WHAT TO PRODUCE: Return exactly the listing's lines, from its first line to the line holding "margin:0; padding:0; list-style:none", ends included.

========================

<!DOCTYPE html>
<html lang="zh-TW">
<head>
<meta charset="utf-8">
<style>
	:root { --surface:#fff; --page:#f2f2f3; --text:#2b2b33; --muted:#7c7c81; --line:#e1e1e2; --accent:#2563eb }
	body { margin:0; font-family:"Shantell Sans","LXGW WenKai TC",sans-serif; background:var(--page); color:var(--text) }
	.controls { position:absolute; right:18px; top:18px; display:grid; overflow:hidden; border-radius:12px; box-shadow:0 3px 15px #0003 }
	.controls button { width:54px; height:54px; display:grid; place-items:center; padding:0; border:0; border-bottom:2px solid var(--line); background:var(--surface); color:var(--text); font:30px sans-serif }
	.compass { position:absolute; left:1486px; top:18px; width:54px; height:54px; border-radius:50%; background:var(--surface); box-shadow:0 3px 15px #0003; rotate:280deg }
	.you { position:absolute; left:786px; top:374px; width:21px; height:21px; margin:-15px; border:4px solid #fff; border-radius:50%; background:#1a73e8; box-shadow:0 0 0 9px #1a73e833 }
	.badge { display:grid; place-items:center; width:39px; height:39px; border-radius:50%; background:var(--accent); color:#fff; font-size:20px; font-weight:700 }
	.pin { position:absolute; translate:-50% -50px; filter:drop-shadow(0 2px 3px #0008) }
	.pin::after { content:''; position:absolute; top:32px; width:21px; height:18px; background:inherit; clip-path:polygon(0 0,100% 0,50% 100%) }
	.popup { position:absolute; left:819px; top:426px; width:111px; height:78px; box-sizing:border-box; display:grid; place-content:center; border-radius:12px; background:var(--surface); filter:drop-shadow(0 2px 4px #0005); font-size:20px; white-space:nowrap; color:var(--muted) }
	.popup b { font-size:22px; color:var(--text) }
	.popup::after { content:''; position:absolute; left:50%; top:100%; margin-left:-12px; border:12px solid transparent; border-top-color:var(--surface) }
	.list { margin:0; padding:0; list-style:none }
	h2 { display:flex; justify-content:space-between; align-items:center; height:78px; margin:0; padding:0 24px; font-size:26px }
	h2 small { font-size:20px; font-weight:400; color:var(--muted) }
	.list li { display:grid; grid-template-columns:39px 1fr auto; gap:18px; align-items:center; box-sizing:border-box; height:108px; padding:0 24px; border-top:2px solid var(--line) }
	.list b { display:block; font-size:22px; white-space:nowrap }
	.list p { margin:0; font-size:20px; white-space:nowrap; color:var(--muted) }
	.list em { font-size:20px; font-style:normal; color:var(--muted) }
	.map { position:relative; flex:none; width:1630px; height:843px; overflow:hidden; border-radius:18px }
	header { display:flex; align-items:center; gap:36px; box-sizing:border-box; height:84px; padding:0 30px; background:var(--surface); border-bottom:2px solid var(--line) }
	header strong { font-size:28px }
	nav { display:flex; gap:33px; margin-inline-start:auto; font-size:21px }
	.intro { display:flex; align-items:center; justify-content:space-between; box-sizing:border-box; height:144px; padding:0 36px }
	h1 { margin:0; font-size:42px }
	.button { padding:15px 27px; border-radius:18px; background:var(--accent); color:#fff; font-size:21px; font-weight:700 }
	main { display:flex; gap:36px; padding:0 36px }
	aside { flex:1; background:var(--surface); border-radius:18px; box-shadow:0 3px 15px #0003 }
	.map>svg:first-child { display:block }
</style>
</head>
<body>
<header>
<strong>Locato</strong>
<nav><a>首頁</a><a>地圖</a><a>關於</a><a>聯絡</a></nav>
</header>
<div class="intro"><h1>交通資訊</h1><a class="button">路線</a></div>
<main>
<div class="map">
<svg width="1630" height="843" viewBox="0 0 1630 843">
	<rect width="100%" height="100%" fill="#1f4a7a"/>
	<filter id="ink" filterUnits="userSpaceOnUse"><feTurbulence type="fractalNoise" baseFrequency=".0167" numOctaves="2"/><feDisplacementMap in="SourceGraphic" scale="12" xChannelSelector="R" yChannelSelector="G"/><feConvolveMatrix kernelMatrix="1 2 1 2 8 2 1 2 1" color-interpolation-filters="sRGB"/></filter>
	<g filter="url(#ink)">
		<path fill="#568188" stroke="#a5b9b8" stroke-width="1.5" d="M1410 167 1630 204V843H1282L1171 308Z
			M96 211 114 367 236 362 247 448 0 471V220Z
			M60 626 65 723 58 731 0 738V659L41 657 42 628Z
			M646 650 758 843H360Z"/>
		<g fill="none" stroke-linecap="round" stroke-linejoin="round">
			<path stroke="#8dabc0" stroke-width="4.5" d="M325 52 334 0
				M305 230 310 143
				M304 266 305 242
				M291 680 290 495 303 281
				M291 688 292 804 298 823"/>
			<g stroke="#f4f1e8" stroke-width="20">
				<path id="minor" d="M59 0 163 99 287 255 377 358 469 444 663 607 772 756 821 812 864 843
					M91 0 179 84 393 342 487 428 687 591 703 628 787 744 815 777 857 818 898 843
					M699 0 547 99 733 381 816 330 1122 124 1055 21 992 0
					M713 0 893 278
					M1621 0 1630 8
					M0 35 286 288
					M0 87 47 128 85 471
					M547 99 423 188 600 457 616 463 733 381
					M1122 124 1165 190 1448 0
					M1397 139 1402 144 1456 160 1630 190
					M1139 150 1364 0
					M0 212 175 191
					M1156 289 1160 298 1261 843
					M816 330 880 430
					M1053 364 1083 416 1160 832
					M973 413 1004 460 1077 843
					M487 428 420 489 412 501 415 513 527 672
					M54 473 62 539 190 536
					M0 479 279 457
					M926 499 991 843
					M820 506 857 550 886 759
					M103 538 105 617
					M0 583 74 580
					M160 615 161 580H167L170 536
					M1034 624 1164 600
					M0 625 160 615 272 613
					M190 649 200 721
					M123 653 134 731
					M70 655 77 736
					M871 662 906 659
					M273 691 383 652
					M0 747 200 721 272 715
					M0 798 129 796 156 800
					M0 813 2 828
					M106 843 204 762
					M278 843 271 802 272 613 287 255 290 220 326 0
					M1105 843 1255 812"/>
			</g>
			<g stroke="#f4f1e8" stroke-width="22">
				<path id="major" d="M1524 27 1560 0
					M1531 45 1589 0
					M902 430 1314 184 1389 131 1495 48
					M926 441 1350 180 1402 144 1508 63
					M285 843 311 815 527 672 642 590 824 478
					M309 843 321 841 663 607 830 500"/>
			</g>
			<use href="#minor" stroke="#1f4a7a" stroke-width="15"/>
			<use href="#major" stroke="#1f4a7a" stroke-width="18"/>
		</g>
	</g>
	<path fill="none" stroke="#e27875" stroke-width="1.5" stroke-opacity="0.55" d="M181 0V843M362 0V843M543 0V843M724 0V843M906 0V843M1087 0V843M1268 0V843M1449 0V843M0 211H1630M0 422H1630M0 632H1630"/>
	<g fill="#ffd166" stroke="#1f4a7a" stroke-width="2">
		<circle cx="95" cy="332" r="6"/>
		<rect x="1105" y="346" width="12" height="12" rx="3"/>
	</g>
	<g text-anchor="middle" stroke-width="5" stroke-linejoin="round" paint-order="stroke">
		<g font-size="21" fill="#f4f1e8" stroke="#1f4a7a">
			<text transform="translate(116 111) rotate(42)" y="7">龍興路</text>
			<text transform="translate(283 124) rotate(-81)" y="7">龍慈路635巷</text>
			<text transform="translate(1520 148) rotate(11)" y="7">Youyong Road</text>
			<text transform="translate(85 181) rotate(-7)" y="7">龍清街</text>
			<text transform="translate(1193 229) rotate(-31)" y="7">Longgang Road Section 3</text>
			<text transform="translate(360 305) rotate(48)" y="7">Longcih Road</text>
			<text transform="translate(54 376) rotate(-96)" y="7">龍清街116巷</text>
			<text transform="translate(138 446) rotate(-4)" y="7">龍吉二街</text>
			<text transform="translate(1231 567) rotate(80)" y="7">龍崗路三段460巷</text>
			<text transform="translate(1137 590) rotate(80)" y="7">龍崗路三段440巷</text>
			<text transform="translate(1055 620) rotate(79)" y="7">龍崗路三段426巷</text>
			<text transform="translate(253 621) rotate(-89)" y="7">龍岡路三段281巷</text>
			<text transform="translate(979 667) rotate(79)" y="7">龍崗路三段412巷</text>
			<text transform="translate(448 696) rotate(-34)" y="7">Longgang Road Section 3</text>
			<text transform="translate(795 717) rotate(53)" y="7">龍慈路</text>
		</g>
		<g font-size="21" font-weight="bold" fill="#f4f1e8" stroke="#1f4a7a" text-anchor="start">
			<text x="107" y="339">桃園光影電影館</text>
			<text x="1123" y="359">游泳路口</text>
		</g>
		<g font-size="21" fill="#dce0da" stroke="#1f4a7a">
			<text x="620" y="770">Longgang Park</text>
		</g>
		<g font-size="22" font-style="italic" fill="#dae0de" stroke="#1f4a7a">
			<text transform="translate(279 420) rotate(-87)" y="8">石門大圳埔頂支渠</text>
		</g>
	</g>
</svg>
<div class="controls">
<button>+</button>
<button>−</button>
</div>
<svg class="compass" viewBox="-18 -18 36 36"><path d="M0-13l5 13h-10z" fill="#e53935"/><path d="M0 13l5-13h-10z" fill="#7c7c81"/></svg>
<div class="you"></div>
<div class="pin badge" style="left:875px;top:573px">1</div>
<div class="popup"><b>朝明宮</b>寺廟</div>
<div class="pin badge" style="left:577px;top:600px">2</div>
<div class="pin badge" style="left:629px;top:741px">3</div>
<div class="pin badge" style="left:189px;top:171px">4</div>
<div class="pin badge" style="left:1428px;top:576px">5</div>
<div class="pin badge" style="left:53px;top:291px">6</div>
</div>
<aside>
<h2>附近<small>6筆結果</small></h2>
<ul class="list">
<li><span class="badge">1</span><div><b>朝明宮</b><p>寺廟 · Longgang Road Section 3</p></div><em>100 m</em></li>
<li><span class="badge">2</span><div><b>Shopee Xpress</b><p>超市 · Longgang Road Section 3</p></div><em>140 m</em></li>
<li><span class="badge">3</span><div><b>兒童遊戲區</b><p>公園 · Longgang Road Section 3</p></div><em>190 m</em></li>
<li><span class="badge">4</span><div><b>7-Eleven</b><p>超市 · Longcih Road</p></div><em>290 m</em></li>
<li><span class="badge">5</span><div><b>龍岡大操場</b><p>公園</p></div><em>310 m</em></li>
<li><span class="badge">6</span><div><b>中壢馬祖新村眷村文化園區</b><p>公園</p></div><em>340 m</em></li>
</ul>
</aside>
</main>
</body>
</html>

========================

THE ANSWER:
<!DOCTYPE html>
<html lang="zh-TW">
<head>
<meta charset="utf-8">
<style>
	:root { --surface:#fff; --page:#f2f2f3; --text:#2b2b33; --muted:#7c7c81; --line:#e1e1e2; --accent:#2563eb }
	body { margin:0; font-family:"Shantell Sans","LXGW WenKai TC",sans-serif; background:var(--page); color:var(--text) }
	.controls { position:absolute; right:18px; top:18px; display:grid; overflow:hidden; border-radius:12px; box-shadow:0 3px 15px #0003 }
	.controls button { width:54px; height:54px; display:grid; place-items:center; padding:0; border:0; border-bottom:2px solid var(--line); background:var(--surface); color:var(--text); font:30px sans-serif }
	.compass { position:absolute; left:1486px; top:18px; width:54px; height:54px; border-radius:50%; background:var(--surface); box-shadow:0 3px 15px #0003; rotate:280deg }
	.you { position:absolute; left:786px; top:374px; width:21px; height:21px; margin:-15px; border:4px solid #fff; border-radius:50%; background:#1a73e8; box-shadow:0 0 0 9px #1a73e833 }
	.badge { display:grid; place-items:center; width:39px; height:39px; border-radius:50%; background:var(--accent); color:#fff; font-size:20px; font-weight:700 }
	.pin { position:absolute; translate:-50% -50px; filter:drop-shadow(0 2px 3px #0008) }
	.pin::after { content:''; position:absolute; top:32px; width:21px; height:18px; background:inherit; clip-path:polygon(0 0,100% 0,50% 100%) }
	.popup { position:absolute; left:819px; top:426px; width:111px; height:78px; box-sizing:border-box; display:grid; place-content:center; border-radius:12px; background:var(--surface); filter:drop-shadow(0 2px 4px #0005); font-size:20px; white-space:nowrap; color:var(--muted) }
	.popup b { font-size:22px; color:var(--text) }
	.popup::after { content:''; position:absolute; left:50%; top:100%; margin-left:-12px; border:12px solid transparent; border-top-color:var(--surface) }
	.list { margin:0; padding:0; list-style:none }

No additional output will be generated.